Task prompt: How do the records below read from their first line through the line containing "context.textBaseline = 'middle';"? Write those lines out exactly.

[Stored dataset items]
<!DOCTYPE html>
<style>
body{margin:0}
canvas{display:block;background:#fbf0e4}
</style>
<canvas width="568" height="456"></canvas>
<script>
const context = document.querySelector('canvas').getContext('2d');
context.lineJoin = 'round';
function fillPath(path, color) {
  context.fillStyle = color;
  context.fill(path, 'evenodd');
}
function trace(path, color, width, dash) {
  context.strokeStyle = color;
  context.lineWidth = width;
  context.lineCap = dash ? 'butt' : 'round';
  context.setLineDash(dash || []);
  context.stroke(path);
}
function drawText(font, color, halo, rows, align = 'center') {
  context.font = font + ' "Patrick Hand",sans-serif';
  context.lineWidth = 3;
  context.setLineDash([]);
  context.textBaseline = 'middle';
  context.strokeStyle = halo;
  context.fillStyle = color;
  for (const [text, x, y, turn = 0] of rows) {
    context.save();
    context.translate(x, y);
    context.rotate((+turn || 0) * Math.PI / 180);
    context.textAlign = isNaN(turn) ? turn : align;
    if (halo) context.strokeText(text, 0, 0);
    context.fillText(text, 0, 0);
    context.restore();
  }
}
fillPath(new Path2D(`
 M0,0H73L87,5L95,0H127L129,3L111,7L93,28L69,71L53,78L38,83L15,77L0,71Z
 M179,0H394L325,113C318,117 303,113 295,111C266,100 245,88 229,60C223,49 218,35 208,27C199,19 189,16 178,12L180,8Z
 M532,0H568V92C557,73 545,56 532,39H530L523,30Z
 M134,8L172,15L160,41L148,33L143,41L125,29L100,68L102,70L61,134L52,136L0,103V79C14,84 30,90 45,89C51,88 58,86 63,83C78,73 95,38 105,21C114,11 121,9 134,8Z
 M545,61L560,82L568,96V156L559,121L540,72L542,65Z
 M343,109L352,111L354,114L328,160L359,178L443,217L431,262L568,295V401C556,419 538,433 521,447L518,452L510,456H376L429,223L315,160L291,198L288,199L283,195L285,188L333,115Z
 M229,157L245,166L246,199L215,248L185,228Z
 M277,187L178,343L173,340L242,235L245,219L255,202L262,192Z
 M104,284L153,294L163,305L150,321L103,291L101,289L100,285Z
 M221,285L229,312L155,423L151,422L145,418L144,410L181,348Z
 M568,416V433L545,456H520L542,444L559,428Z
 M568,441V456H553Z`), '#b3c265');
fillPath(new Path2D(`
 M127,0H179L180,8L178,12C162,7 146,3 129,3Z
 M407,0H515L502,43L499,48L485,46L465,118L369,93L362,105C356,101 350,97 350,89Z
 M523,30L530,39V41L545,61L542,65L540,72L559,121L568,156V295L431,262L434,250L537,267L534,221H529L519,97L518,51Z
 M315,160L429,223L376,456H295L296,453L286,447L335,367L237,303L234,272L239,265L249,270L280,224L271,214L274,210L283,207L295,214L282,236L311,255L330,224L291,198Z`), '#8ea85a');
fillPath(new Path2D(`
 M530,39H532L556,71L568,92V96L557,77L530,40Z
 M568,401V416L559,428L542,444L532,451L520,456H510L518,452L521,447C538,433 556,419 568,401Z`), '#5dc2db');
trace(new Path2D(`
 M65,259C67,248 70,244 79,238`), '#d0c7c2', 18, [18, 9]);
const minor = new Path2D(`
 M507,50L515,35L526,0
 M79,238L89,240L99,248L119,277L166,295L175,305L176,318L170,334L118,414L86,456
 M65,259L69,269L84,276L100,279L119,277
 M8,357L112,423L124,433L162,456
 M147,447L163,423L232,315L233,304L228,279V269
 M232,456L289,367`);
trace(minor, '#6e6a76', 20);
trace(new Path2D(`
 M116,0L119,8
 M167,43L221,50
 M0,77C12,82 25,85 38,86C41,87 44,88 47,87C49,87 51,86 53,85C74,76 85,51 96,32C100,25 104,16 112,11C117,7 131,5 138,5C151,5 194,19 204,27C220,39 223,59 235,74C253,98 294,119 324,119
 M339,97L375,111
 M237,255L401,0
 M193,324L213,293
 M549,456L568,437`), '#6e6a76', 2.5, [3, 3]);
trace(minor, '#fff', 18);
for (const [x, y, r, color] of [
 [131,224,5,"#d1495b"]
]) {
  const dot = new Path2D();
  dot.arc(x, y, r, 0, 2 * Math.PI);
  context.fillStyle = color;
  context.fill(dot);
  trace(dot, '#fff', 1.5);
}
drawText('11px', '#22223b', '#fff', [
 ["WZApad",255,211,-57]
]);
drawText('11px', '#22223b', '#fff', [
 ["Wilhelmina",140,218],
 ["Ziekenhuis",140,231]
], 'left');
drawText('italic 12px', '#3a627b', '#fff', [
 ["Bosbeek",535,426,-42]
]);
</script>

Your solution:
<!DOCTYPE html>
<style>
body{margin:0}
canvas{display:block;background:#fbf0e4}
</style>
<canvas width="568" height="456"></canvas>
<script>
const context = document.querySelector('canvas').getContext('2d');
context.lineJoin = 'round';
function fillPath(path, color) {
  context.fillStyle = color;
  context.fill(path, 'evenodd');
}
function trace(path, color, width, dash) {
  context.strokeStyle = color;
  context.lineWidth = width;
  context.lineCap = dash ? 'butt' : 'round';
  context.setLineDash(dash || []);
  context.stroke(path);
}
function drawText(font, color, halo, rows, align = 'center') {
  context.font = font + ' "Patrick Hand",sans-serif';
  context.lineWidth = 3;
  context.setLineDash([]);
  context.textBaseline = 'middle';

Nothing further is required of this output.